(Beginning of Given data)

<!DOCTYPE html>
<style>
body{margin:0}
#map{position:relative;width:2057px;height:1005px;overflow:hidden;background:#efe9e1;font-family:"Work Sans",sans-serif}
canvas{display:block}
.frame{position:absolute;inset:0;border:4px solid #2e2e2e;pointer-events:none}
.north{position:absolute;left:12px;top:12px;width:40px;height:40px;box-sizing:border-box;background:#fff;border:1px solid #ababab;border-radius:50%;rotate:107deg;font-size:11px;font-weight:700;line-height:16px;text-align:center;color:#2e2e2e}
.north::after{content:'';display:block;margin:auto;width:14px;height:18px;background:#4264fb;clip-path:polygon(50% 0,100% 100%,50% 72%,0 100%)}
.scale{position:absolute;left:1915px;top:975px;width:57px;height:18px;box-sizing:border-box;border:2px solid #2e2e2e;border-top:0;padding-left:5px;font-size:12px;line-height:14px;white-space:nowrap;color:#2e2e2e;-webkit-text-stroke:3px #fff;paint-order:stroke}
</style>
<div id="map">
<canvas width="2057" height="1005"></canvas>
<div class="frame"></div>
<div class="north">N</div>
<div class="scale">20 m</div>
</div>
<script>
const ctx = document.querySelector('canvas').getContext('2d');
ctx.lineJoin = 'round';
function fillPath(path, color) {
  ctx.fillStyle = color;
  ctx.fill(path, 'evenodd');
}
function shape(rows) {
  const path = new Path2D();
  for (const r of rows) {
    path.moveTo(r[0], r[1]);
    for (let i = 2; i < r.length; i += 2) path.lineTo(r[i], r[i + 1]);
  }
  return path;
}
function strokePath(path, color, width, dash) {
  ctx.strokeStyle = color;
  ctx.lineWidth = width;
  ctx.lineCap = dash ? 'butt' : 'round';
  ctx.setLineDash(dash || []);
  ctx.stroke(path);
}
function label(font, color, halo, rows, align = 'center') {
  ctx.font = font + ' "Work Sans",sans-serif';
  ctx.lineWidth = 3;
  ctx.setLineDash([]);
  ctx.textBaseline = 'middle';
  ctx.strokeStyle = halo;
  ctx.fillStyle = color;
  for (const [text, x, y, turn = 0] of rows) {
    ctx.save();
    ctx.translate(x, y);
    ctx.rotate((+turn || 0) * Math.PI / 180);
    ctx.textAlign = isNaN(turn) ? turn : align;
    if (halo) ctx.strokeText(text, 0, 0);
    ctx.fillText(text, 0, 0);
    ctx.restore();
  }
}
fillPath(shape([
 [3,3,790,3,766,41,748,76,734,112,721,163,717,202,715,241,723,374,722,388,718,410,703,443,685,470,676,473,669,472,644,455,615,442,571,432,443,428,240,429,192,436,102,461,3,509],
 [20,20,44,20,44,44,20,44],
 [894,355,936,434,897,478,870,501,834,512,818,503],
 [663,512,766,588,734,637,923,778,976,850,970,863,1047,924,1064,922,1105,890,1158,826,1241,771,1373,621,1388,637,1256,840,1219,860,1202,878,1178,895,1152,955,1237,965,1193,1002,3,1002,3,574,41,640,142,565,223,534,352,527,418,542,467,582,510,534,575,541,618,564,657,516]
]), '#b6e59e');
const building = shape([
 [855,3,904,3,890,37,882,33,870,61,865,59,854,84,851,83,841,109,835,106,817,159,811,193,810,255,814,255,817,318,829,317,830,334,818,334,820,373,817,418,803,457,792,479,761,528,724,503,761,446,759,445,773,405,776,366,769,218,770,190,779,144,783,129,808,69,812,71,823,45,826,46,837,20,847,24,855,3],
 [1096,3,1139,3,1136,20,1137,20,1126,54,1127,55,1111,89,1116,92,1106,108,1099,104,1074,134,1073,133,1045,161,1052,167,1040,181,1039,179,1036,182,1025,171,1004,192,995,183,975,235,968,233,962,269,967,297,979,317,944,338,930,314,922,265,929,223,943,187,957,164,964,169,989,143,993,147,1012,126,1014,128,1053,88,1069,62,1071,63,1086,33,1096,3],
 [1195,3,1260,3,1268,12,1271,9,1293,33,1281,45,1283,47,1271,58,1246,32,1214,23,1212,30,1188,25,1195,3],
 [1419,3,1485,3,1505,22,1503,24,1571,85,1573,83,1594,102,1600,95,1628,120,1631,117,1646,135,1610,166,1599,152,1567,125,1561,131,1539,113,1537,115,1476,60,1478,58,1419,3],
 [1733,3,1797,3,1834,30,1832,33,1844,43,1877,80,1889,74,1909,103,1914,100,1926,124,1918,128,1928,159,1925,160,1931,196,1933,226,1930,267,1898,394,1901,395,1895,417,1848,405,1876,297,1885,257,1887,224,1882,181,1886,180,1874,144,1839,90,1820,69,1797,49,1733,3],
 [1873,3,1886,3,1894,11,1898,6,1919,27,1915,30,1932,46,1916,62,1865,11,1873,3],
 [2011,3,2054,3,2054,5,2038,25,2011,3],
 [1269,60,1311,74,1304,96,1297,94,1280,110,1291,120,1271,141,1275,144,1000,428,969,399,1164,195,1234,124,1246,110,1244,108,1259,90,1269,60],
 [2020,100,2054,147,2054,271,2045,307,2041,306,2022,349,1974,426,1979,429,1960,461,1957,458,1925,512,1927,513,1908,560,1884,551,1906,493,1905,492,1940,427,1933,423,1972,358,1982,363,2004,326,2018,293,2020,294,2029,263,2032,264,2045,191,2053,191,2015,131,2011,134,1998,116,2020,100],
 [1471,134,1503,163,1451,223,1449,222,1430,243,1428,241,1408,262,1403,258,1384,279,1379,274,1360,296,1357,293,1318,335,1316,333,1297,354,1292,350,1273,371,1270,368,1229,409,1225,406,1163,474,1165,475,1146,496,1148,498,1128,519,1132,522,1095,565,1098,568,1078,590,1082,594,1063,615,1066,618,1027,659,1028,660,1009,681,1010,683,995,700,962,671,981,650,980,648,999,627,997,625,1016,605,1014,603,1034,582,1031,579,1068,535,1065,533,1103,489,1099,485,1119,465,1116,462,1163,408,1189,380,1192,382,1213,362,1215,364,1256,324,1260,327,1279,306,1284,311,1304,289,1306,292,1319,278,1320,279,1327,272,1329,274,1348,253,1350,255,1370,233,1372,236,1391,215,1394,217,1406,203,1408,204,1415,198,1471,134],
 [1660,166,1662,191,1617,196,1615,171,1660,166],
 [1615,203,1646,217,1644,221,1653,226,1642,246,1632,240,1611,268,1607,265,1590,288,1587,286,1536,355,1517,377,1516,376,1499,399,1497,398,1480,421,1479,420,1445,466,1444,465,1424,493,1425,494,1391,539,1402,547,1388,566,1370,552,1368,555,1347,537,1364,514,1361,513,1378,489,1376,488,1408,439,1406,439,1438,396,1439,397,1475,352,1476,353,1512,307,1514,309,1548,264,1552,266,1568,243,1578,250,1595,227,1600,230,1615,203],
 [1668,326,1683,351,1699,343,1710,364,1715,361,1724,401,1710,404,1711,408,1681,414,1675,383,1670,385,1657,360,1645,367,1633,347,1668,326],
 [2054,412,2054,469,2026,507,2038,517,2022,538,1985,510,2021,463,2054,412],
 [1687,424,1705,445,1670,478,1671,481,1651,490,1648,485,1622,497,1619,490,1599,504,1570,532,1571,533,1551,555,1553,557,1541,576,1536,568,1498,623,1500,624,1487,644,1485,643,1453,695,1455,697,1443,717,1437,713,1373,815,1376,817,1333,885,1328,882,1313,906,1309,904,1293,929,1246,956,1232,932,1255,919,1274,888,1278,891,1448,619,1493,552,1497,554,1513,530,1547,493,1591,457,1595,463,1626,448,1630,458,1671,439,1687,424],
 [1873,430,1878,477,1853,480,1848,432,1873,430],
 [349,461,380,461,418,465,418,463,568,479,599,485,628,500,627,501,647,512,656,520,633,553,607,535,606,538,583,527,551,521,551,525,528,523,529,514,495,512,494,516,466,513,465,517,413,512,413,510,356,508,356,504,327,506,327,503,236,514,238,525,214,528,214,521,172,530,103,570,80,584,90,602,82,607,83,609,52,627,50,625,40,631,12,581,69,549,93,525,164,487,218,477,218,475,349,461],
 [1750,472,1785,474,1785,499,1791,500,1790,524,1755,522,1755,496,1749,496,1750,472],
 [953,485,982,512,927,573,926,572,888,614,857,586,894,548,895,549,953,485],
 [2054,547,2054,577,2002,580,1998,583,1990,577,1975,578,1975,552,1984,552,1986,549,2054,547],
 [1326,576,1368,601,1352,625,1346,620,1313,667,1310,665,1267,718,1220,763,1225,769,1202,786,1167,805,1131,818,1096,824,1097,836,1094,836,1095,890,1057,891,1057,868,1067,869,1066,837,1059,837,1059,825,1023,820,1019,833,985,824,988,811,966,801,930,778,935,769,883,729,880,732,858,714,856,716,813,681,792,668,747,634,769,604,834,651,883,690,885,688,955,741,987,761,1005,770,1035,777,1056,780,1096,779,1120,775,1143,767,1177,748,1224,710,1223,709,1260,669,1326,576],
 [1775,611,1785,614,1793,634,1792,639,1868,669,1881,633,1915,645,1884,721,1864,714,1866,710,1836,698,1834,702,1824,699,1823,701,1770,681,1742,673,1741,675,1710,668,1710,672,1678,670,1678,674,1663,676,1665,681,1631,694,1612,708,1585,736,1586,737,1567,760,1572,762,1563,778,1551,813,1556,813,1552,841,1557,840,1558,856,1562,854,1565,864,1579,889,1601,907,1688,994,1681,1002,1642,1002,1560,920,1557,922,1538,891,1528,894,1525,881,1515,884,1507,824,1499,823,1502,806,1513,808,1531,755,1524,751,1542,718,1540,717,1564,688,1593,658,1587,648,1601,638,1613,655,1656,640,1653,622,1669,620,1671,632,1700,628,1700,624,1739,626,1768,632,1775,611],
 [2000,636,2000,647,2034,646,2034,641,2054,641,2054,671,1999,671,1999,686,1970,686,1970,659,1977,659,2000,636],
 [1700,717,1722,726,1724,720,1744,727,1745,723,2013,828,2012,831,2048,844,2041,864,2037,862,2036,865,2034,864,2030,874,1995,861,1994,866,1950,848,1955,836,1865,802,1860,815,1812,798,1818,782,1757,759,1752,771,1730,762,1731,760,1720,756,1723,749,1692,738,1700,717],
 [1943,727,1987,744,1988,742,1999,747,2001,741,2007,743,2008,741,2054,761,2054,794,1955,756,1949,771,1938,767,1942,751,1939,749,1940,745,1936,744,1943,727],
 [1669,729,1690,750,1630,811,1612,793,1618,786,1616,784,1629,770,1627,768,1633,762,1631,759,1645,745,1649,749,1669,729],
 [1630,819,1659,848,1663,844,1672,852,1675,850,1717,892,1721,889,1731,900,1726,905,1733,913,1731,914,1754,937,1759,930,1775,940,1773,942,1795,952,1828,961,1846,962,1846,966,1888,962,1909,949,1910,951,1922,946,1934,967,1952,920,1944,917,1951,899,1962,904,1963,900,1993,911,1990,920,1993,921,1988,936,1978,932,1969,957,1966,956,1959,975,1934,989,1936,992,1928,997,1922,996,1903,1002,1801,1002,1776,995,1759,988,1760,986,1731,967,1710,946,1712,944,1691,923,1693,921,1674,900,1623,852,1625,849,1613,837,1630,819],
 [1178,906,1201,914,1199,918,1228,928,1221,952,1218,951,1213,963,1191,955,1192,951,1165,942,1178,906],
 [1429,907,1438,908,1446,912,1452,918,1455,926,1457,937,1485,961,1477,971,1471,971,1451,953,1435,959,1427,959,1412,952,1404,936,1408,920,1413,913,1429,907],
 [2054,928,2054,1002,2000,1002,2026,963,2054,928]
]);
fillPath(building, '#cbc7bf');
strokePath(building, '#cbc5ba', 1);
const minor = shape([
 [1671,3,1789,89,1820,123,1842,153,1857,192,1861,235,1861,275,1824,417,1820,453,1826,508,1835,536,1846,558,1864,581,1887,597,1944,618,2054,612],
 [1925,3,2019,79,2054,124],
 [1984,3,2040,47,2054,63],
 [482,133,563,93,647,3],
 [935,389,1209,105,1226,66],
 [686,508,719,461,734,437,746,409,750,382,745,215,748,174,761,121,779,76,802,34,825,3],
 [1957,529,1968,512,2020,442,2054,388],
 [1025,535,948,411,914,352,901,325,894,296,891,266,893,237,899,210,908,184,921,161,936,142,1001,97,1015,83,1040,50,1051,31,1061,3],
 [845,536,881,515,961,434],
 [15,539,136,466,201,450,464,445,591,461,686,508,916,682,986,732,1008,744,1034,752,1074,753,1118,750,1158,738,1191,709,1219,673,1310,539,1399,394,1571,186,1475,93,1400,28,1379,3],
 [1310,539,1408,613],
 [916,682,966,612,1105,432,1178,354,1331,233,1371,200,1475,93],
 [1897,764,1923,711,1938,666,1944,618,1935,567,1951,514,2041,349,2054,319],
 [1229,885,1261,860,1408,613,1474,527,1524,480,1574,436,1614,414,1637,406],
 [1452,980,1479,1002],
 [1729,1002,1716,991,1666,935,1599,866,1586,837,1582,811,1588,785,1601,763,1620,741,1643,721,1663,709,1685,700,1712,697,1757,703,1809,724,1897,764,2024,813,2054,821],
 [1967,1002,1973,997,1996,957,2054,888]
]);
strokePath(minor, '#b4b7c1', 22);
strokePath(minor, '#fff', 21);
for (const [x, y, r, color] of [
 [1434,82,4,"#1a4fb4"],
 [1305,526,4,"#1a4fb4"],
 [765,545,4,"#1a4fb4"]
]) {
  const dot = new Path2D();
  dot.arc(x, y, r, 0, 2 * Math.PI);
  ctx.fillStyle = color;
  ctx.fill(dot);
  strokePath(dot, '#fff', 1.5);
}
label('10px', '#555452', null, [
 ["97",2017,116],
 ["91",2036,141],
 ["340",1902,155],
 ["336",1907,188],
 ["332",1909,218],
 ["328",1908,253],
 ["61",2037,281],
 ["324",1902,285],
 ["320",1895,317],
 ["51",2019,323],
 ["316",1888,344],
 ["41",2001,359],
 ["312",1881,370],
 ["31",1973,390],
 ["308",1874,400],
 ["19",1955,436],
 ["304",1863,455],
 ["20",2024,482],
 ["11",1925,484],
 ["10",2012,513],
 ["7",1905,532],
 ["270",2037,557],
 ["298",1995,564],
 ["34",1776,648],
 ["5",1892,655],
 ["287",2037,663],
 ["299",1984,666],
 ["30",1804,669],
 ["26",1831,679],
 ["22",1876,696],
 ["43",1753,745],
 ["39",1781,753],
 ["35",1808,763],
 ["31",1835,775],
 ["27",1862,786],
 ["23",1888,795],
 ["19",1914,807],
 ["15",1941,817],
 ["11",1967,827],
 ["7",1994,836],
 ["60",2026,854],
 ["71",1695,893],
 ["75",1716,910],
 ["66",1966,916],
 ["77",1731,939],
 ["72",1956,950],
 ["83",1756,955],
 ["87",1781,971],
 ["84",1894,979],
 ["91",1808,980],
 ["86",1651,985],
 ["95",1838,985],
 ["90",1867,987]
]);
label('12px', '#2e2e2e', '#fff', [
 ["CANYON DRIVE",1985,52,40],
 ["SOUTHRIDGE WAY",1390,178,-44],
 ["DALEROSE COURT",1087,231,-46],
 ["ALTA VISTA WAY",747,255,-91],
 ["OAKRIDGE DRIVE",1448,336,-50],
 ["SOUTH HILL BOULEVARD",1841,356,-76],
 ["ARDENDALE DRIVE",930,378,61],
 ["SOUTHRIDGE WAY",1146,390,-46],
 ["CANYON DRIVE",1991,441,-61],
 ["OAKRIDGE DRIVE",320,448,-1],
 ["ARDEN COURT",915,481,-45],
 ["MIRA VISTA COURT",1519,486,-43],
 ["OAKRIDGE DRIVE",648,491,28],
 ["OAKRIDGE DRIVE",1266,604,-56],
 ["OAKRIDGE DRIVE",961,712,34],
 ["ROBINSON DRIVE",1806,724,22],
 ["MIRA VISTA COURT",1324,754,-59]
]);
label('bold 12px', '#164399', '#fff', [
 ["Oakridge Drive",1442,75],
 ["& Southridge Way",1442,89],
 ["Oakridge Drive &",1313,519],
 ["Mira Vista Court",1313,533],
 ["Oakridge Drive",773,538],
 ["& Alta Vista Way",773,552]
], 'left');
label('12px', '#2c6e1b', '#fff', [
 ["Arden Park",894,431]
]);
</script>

(End of Given data)

Problem to work on
Starting at the line above that contains "const ctx = document.querySelector('canvas').getContext('2d');", write out each line exactly until the line that contains "path.moveTo(r[0], r[1]);" has been written, and stop there.

Reply to the exercise
const ctx = document.querySelector('canvas').getContext('2d');
ctx.lineJoin = 'round';
function fillPath(path, color) {
  ctx.fillStyle = color;
  ctx.fill(path, 'evenodd');
}
function shape(rows) {
  const path = new Path2D();
  for (const r of rows) {
    path.moveTo(r[0], r[1]);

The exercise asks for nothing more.